### [STUDY MATERIAL]

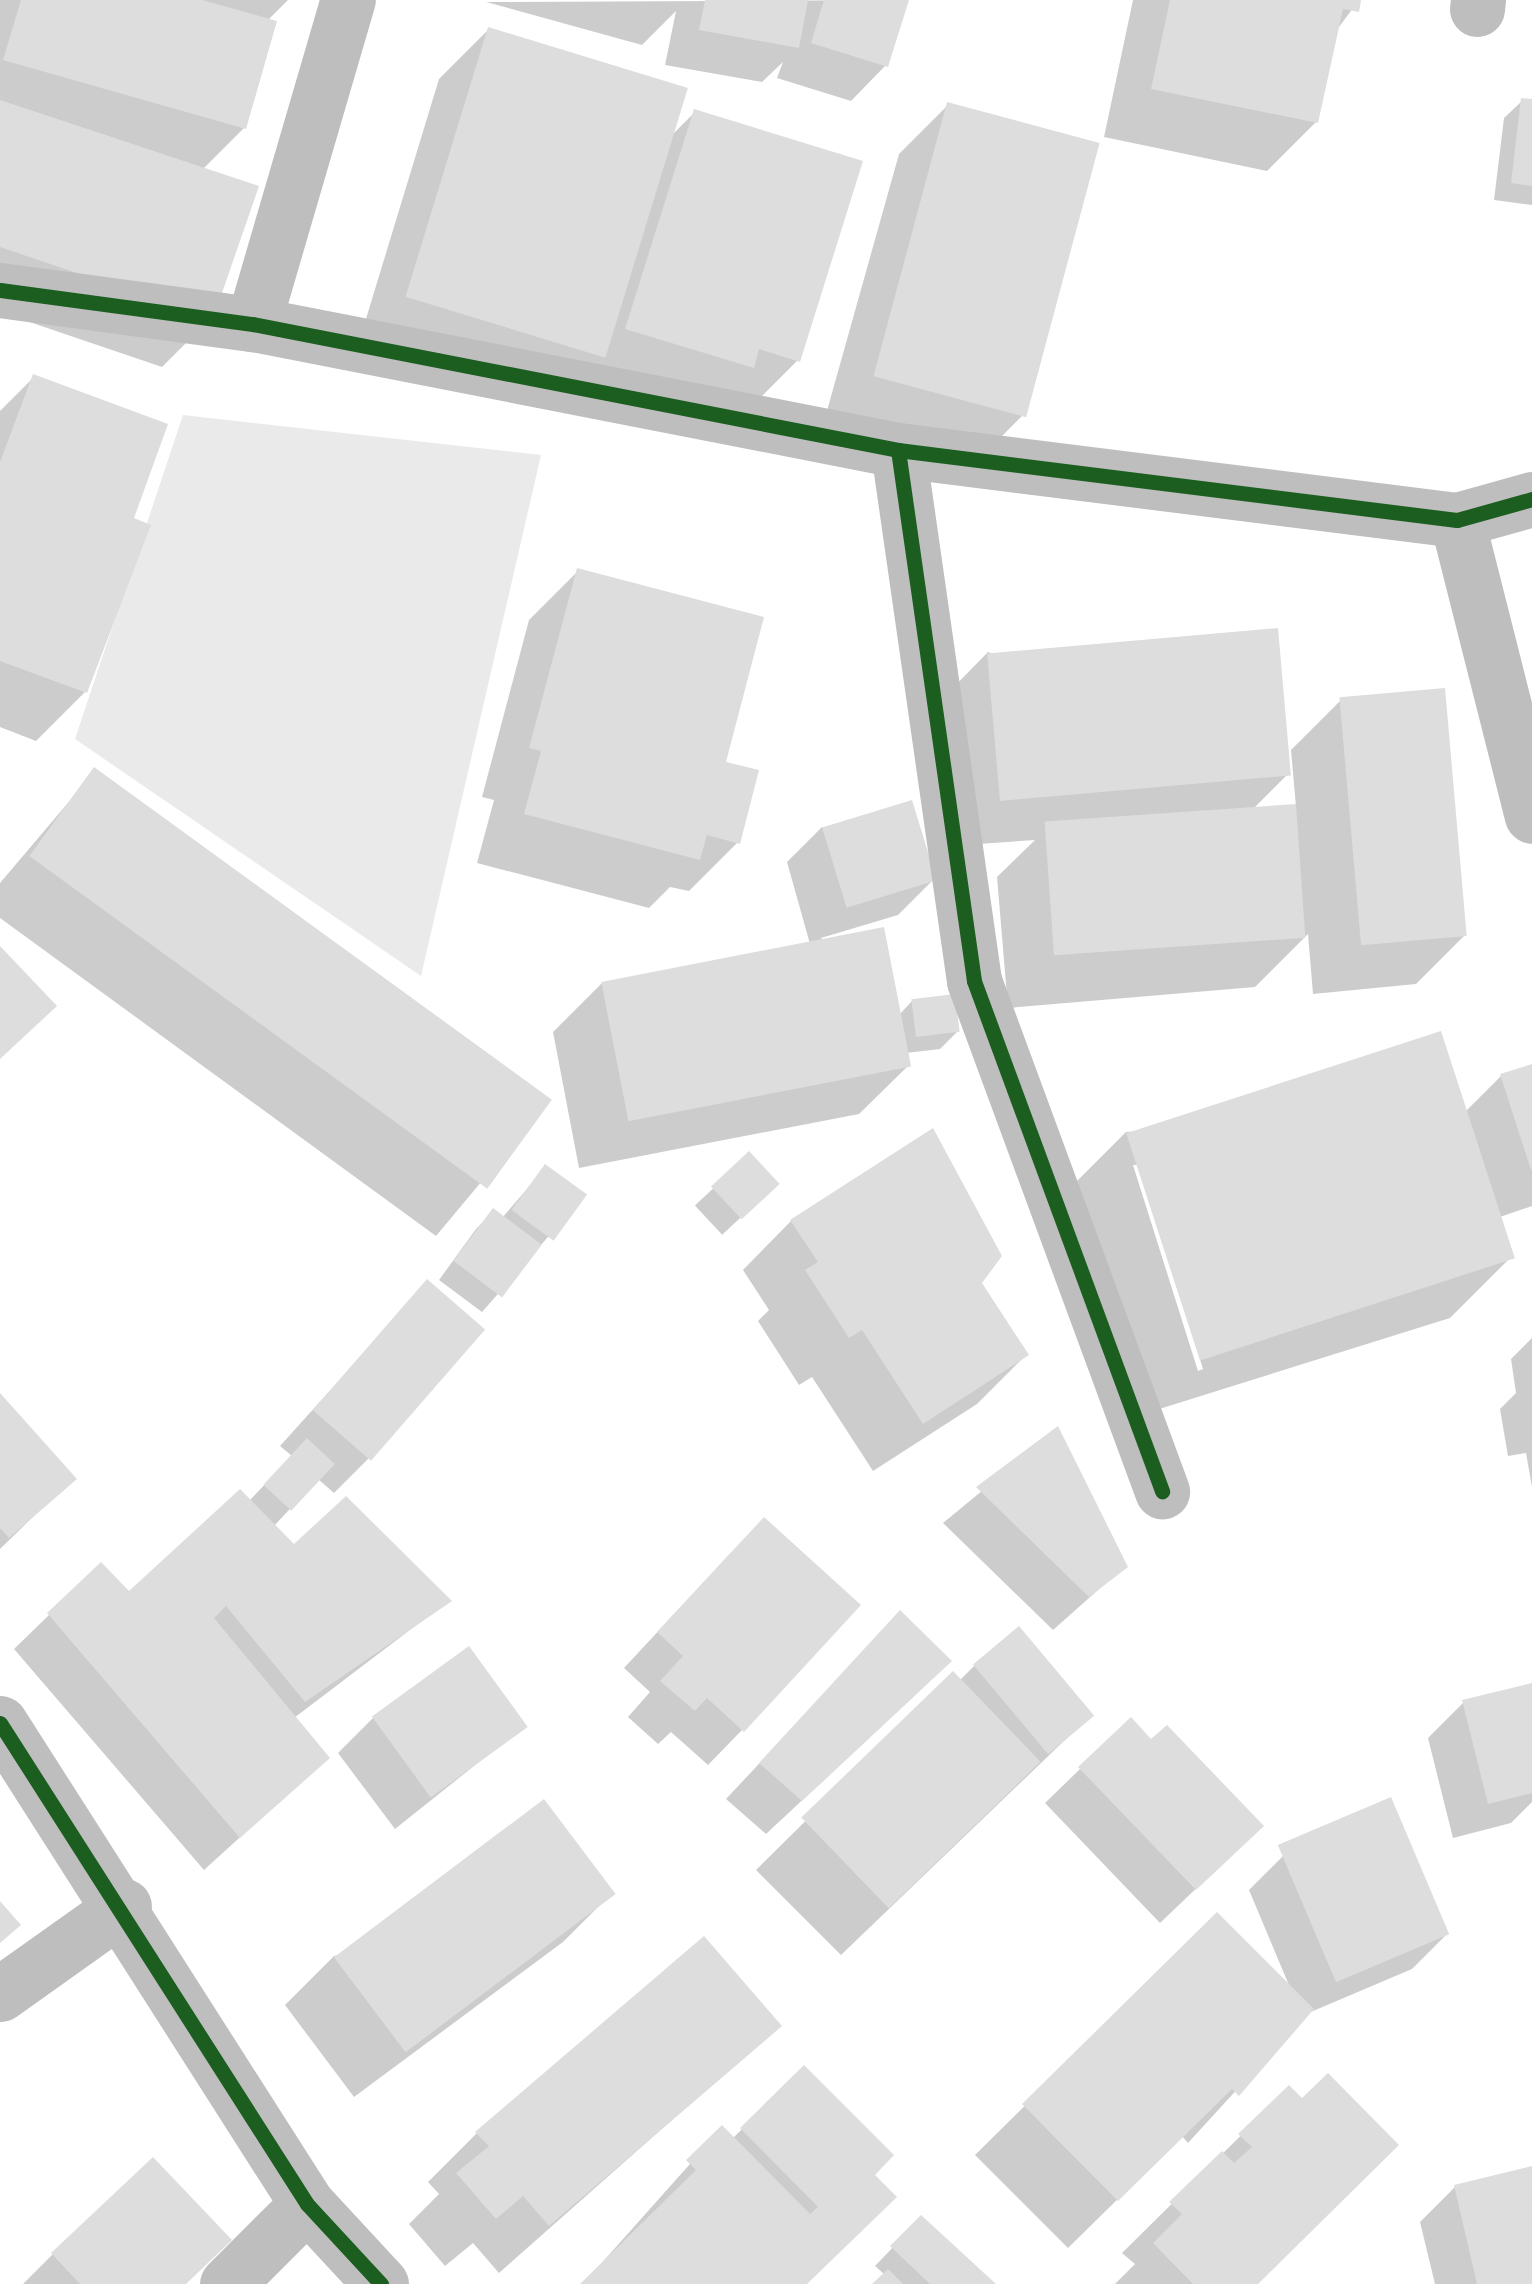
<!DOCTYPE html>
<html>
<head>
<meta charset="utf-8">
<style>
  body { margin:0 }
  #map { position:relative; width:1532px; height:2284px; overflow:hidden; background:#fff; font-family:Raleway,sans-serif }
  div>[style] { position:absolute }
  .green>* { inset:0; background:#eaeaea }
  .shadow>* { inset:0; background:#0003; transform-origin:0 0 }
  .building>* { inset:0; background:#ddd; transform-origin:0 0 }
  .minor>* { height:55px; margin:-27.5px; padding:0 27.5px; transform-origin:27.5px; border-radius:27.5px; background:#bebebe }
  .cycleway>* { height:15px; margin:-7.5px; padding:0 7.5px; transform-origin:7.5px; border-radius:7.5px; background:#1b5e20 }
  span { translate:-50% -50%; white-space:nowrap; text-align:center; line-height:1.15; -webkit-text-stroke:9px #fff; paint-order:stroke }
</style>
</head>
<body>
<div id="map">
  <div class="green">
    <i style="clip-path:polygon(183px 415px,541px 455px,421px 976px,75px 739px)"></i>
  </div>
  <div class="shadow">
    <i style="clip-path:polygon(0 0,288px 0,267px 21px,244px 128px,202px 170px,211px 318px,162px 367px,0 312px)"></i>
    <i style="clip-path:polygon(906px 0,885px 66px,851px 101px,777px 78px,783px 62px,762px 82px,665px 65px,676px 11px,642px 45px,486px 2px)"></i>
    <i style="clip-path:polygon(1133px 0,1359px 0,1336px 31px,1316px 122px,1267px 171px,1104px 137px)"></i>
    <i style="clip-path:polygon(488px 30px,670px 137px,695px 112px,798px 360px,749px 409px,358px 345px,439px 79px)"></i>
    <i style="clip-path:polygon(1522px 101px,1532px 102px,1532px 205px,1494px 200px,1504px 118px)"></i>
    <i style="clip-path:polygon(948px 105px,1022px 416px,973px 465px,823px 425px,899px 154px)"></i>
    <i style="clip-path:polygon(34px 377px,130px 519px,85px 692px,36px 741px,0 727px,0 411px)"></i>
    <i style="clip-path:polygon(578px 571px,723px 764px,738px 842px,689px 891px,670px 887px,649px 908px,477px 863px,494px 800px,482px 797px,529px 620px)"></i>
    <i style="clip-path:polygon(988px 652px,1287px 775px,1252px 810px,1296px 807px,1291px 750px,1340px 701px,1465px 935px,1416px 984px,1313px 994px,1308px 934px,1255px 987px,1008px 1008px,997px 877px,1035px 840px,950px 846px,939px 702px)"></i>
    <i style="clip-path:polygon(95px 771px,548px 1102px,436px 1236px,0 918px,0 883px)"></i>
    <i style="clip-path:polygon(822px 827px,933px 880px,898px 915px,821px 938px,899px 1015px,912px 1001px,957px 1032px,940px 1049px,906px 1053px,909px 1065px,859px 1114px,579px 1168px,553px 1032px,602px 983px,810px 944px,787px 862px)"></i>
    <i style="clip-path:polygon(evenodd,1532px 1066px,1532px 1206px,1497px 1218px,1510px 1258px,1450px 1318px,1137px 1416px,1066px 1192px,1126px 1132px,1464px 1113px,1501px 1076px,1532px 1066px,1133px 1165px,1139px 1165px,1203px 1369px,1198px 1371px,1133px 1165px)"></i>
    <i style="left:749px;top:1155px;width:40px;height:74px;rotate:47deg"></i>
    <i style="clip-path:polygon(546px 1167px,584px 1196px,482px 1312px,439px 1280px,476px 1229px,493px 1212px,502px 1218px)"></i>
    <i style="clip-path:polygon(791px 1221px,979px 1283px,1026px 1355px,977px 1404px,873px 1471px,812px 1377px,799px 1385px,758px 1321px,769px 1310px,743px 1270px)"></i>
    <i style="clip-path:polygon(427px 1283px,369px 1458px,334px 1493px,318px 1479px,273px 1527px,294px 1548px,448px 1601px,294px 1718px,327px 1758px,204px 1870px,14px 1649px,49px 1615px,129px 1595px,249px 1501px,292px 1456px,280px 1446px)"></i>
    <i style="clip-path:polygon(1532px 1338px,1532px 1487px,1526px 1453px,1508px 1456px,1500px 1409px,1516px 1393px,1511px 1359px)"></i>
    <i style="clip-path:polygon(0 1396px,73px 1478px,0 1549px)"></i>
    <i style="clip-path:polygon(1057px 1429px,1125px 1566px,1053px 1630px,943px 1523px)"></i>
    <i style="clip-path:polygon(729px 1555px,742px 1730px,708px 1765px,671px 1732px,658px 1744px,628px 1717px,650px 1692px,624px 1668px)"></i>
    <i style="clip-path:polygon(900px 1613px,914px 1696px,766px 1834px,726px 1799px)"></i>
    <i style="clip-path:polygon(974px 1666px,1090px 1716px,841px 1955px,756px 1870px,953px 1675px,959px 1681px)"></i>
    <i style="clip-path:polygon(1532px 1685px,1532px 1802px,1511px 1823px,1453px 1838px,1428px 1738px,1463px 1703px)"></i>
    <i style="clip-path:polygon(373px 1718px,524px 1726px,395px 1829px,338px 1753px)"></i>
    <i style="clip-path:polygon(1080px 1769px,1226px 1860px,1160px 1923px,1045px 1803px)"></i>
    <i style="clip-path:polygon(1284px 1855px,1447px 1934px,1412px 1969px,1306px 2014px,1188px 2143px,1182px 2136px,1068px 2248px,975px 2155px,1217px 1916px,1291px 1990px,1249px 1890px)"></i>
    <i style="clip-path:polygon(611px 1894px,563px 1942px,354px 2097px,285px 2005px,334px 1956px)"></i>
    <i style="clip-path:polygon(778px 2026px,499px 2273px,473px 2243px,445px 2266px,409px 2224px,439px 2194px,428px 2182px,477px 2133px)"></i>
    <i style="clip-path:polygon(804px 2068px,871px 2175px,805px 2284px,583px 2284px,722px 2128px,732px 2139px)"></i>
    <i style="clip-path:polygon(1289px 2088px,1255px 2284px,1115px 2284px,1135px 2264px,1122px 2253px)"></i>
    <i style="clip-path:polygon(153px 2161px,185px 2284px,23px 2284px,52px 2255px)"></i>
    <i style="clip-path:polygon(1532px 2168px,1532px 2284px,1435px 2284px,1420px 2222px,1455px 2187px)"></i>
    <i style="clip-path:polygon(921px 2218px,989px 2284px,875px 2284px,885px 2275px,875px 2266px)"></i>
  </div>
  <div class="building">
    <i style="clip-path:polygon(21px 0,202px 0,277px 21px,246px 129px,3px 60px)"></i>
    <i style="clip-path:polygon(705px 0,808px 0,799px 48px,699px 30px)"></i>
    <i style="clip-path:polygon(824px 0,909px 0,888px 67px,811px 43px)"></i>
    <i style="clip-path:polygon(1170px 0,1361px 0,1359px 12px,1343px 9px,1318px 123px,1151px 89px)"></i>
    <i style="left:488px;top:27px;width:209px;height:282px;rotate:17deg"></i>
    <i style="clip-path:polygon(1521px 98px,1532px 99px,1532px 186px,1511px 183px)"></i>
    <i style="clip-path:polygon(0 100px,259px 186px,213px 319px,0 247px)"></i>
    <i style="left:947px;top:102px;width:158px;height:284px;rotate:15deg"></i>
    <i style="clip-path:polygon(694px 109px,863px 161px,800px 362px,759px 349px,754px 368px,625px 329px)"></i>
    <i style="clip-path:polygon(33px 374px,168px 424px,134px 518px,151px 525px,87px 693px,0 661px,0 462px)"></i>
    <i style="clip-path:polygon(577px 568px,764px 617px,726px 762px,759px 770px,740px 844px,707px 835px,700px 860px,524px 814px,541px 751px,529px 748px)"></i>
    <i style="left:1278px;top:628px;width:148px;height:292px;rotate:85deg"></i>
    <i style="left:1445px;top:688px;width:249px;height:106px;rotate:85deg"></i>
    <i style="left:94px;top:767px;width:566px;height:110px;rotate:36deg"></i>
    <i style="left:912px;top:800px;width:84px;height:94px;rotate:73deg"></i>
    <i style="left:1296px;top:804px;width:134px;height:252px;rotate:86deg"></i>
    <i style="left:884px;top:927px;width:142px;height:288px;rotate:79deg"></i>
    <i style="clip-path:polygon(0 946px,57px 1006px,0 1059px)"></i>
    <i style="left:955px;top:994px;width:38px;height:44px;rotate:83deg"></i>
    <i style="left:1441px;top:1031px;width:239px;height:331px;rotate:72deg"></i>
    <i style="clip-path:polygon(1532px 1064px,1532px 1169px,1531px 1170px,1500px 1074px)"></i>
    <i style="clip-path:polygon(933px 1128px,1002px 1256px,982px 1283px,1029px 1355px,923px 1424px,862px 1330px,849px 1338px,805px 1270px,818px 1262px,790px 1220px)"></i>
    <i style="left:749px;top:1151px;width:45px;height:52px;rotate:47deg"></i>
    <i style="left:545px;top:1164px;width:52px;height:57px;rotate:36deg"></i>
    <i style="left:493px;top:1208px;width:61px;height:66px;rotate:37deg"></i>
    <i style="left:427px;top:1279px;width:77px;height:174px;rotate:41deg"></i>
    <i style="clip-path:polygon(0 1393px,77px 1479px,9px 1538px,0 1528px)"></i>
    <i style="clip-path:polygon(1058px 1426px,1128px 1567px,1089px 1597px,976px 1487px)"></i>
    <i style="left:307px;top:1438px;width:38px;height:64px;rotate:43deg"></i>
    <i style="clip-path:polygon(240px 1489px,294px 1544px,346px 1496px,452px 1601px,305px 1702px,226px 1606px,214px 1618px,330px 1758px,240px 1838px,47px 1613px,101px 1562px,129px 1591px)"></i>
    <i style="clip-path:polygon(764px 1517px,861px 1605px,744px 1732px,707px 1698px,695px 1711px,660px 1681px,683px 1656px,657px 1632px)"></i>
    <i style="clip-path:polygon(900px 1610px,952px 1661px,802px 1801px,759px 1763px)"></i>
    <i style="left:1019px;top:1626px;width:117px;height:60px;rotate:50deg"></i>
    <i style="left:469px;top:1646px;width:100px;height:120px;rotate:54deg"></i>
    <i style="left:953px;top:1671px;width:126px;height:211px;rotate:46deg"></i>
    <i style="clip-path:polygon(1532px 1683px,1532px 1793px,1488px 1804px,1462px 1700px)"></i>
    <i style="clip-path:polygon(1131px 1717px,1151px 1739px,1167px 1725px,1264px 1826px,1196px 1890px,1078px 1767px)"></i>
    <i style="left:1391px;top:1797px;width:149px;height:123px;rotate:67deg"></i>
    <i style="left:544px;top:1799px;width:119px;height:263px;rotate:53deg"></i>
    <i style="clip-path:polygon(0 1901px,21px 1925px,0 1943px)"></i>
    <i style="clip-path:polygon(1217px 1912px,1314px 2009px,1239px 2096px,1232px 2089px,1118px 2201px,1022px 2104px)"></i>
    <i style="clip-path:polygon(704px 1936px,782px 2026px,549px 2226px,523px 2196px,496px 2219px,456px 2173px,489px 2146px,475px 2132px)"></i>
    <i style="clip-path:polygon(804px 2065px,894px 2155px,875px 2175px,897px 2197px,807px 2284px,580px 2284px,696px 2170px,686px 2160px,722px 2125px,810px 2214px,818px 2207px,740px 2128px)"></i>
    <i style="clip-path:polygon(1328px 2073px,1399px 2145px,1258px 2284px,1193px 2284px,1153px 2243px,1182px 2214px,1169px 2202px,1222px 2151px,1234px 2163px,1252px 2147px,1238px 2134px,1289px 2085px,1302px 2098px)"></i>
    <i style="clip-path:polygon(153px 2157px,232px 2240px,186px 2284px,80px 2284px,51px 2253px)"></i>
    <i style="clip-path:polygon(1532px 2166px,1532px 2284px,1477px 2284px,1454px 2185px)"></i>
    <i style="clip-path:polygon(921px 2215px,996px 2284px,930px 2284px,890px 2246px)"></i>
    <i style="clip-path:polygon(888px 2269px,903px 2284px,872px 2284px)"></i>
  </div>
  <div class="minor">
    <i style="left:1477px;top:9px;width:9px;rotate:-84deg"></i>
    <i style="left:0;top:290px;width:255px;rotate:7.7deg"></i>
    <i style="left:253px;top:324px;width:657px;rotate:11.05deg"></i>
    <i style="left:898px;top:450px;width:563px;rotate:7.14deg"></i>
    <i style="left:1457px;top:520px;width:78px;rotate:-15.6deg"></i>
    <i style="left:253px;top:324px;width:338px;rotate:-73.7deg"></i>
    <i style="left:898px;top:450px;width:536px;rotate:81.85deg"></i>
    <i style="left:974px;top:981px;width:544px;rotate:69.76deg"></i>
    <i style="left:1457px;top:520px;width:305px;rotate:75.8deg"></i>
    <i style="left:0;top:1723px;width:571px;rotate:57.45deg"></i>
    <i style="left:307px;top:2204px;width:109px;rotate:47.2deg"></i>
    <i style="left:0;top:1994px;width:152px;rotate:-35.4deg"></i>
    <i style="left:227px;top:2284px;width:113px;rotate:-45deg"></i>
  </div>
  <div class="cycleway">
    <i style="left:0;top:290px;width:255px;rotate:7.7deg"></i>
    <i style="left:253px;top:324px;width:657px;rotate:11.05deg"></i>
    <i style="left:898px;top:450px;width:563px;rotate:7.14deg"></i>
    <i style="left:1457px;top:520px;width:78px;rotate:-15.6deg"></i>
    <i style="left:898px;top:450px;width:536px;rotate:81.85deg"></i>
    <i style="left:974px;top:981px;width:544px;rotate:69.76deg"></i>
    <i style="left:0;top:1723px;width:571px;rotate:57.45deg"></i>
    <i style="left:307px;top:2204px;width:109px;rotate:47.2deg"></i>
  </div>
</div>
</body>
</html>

### [WORK REQUIRED]
Please repeat, with no pictures, each line from the start of the records above through the line with "inset:0; background:#0003; transform-origin:0", inclusive, and only those.

### [TASK OUTPUT]
<!DOCTYPE html>
<html>
<head>
<meta charset="utf-8">
<style>
  body { margin:0 }
  #map { position:relative; width:1532px; height:2284px; overflow:hidden; background:#fff; font-family:Raleway,sans-serif }
  div>[style] { position:absolute }
  .green>* { inset:0; background:#eaeaea }
  .shadow>* { inset:0; background:#0003; transform-origin:0 0 }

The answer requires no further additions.